Data excerpt
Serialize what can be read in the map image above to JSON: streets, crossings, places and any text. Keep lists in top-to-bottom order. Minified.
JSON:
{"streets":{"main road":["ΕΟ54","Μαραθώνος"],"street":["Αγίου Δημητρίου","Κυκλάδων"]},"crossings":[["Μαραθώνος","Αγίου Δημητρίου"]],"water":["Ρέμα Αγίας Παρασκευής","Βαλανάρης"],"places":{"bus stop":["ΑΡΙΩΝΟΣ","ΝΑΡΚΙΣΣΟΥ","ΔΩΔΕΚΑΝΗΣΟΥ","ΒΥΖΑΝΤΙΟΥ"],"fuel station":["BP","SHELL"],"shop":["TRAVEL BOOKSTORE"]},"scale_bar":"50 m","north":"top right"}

About this exercise
Each line of the listing should be printed again, exactly.

Result for this task
Serialize what can be read in the map image above to JSON: streets, crossings, places and any text. Keep lists in top-to-bottom order. Minified.
JSON:
{"streets":{"main road":["ΕΟ54","Μαραθώνος"],"street":["Αγίου Δημητρίου","Κυκλάδων"]},"crossings":[["Μαραθώνος","Αγίου Δημητρίου"]],"water":["Ρέμα Αγίας Παρασκευής","Βαλανάρης"],"places":{"bus stop":["ΑΡΙΩΝΟΣ","ΝΑΡΚΙΣΣΟΥ","ΔΩΔΕΚΑΝΗΣΟΥ","ΒΥΖΑΝΤΙΟΥ"],"fuel station":["BP","SHELL"],"shop":["TRAVEL BOOKSTORE"]},"scale_bar":"50 m","north":"top right"}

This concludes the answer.